Without these preparations the effects of the earthquakes would have been much worse, with weeks and months of continuous power cuts across most of Christchurch.
By getting the power back on swiftly, the impact on Canterbury’s $15 billion economy was minimised.
The damage caused by the first earthquake in September 2010 seemed significant. But the scale of the destruction of the February 2011 earthquake on Orion’s infrastructure put that into perspective.
The lateral forces of the February quake caused more faults on the network than would usually be seen in a decade. Substation buildings and poles moved in areas badly affected by liquefaction.
For example, Orion’s Brighton zone substation sank more than a metre into the ground and flooding caused by liquefaction inundated other substations.
As well as damage to substations, another major issue Orion faced was the irreparable damage to the four large underground cables that delivered power into north-east Christchurch.

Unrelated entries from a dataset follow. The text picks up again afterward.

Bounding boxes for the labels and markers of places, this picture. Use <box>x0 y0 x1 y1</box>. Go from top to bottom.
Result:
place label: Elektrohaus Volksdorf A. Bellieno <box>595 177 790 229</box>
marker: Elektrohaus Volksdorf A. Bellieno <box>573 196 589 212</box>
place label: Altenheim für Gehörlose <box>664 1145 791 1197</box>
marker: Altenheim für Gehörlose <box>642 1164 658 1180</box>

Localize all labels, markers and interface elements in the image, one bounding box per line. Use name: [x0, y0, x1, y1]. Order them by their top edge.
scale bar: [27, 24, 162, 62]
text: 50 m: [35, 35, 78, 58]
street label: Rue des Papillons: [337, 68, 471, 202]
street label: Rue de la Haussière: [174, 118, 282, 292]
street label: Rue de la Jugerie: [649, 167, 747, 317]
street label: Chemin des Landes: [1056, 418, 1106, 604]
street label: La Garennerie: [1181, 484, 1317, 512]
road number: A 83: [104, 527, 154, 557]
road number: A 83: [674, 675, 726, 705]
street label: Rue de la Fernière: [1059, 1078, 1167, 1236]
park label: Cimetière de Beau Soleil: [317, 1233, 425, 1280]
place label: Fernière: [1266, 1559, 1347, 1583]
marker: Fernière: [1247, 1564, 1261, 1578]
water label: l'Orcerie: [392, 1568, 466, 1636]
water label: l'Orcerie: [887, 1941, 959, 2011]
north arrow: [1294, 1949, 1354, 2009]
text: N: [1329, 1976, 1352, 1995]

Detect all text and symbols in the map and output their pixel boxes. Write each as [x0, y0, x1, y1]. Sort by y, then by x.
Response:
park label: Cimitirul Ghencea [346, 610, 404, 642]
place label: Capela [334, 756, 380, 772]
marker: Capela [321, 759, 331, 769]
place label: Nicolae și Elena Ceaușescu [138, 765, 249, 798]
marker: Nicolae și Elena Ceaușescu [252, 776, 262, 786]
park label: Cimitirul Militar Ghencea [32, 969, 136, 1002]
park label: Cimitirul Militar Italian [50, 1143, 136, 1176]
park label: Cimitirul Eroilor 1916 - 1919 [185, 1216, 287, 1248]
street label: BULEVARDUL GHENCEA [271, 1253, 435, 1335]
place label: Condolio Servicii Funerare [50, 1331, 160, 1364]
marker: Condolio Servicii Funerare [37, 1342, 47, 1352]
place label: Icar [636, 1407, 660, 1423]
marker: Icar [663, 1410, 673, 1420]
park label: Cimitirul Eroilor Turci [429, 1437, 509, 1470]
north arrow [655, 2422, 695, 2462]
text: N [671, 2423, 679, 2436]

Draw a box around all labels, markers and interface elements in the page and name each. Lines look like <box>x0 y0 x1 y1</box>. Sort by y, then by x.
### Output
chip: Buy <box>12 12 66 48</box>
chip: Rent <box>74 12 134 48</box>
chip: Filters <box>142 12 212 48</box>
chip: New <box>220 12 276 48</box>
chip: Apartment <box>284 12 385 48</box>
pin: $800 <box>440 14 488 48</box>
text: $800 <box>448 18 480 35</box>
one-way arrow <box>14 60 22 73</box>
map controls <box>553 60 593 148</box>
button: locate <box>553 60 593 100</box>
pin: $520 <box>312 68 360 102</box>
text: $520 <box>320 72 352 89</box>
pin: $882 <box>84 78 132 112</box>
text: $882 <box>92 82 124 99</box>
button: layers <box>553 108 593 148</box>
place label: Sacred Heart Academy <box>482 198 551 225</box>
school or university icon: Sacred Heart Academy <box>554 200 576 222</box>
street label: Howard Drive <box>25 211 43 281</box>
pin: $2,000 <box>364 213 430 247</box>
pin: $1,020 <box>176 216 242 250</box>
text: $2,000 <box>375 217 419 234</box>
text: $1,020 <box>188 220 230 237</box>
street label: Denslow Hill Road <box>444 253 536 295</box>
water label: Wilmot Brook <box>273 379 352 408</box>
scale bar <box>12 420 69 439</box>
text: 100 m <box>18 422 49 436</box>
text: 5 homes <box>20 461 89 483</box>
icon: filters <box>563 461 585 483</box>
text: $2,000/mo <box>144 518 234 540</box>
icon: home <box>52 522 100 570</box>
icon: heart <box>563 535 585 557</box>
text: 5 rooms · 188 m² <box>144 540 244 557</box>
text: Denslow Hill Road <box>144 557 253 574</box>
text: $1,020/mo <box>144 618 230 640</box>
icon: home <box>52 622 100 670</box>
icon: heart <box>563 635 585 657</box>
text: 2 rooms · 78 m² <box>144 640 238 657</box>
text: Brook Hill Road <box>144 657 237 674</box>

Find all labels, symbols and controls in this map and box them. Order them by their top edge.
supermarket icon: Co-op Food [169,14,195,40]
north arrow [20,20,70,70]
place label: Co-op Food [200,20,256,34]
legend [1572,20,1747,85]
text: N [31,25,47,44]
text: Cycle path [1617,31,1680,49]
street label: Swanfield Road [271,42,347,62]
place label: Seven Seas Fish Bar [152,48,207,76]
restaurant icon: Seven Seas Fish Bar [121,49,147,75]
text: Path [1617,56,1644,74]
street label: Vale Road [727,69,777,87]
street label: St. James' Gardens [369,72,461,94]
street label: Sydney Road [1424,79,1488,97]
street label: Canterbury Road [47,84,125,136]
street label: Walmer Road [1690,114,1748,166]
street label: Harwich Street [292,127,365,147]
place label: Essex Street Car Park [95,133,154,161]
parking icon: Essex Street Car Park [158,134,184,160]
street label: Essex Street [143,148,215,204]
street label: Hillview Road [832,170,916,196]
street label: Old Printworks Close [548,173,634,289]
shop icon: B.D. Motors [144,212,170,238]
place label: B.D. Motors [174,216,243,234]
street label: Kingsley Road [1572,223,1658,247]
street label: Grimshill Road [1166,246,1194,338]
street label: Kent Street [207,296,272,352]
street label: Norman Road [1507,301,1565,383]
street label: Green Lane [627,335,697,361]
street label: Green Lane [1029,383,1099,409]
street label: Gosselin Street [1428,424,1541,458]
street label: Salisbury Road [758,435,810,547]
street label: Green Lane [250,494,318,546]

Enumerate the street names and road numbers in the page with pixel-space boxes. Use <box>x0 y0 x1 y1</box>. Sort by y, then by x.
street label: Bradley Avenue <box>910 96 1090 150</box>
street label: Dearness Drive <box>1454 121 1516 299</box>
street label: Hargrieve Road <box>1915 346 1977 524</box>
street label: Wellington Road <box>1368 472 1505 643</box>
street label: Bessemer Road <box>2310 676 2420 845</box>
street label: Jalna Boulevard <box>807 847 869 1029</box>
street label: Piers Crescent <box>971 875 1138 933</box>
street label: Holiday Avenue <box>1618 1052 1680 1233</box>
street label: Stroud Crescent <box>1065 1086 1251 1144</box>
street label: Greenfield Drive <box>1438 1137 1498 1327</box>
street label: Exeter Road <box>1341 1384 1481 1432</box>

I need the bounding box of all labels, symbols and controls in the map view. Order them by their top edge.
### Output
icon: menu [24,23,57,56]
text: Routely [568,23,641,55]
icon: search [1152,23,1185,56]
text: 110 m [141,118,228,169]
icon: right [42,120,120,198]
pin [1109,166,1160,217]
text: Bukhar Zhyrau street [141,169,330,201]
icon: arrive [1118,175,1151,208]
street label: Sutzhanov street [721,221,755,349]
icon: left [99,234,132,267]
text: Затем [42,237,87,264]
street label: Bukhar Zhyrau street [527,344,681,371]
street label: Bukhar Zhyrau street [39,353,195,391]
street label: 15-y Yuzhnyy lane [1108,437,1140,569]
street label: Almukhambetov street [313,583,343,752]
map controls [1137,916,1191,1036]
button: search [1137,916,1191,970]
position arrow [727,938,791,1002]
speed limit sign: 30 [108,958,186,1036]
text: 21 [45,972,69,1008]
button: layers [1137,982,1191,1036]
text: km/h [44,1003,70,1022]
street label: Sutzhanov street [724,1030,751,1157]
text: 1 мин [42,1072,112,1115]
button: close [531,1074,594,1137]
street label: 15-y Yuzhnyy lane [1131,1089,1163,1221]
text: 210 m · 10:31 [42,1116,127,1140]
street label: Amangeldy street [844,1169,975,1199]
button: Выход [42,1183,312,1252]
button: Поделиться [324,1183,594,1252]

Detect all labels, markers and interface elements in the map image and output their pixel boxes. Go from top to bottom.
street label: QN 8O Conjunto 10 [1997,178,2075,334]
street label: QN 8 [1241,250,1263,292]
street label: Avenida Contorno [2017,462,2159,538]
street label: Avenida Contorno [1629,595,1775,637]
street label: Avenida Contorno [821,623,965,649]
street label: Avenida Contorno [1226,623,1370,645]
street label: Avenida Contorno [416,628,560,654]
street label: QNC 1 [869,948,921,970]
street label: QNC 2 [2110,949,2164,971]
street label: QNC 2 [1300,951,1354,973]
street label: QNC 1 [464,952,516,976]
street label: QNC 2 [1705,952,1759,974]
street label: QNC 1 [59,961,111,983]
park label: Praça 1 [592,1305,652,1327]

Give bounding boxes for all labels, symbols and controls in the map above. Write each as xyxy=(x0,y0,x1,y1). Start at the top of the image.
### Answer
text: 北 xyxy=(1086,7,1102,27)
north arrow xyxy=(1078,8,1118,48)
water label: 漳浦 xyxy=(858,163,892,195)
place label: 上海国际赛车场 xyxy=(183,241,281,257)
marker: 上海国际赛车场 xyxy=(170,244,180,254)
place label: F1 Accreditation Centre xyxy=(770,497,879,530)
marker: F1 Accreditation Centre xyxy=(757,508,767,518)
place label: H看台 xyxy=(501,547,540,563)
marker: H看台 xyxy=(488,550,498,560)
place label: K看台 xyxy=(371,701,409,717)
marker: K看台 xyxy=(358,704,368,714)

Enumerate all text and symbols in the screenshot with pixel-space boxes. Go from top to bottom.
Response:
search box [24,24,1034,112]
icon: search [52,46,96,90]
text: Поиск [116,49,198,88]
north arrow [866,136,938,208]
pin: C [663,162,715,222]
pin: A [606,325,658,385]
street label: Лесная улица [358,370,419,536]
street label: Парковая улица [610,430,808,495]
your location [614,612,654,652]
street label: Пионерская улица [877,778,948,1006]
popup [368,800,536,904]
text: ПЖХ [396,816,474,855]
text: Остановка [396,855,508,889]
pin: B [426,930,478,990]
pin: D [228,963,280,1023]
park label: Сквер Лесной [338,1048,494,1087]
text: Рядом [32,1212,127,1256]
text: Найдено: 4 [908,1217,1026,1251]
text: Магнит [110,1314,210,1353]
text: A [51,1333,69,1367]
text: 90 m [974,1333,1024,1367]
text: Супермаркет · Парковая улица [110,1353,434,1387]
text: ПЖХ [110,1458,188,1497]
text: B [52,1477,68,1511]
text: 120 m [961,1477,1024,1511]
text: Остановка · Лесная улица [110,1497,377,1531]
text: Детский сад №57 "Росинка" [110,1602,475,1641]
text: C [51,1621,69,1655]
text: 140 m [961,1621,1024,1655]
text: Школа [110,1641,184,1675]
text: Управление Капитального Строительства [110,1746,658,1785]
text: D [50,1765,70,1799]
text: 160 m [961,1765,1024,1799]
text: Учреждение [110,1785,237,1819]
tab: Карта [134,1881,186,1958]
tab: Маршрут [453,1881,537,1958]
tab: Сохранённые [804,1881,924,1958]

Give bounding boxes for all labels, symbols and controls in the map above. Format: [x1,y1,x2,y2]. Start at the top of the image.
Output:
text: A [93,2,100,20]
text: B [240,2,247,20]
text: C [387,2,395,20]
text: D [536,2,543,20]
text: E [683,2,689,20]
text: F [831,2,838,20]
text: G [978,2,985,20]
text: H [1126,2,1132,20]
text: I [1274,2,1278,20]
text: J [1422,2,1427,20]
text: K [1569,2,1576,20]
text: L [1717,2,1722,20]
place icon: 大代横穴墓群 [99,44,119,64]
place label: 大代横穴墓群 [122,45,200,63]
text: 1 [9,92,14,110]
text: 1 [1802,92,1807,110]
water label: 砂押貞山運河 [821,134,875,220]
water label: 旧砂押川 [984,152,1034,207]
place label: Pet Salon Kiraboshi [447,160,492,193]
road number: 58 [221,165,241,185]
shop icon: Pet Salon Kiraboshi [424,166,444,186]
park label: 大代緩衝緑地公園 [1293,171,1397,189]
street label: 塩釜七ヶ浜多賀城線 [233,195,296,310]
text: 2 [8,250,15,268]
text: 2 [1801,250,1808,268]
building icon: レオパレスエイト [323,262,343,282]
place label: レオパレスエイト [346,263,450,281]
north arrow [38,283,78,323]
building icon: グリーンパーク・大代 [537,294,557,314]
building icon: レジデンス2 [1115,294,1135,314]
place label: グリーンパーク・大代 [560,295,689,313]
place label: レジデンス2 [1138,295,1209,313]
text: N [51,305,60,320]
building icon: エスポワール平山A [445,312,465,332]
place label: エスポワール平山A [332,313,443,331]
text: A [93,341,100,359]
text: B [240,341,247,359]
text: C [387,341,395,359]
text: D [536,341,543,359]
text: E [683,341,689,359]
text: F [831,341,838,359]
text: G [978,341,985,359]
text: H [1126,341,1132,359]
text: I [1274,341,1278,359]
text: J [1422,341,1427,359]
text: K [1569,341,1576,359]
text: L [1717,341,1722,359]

Orion’s emergency response meant that within five days it had built two temporary 66,000 volt overhead lines to provide power to the affected area. One stage of a three-stage project to replace these temporary overhead lines with underground cables was completed in 2013. The final two stages are to be completed this year.
At the same time, Orion’s own staff were affected, working from temporary premises in the cordoned-off CBD red zone. The company continued to work for two and a half years from its temporary location until June 2013 when it shifted to a new office building.
Orion has a number of challenges ahead as it focuses on restoring network resilience to the levels targeted before the quakes. The company is responding to demand driven by the population flight and shift to new residential subdivisions and the relocation and development of commercial businesses.
The CBD has effectively been closed for three years and the demand for Orion’s services has been relentless, from demolition and removal of electrical services to the significant increase in demand for connections to new or replacement premises.
The number of applications from contractors and property owners applying for consent to work close to Orion’s overhead lines and underground cables as part of the broader rebuild has also shown accelerated growth – since 2010 the number of consents issued has increased by 800%.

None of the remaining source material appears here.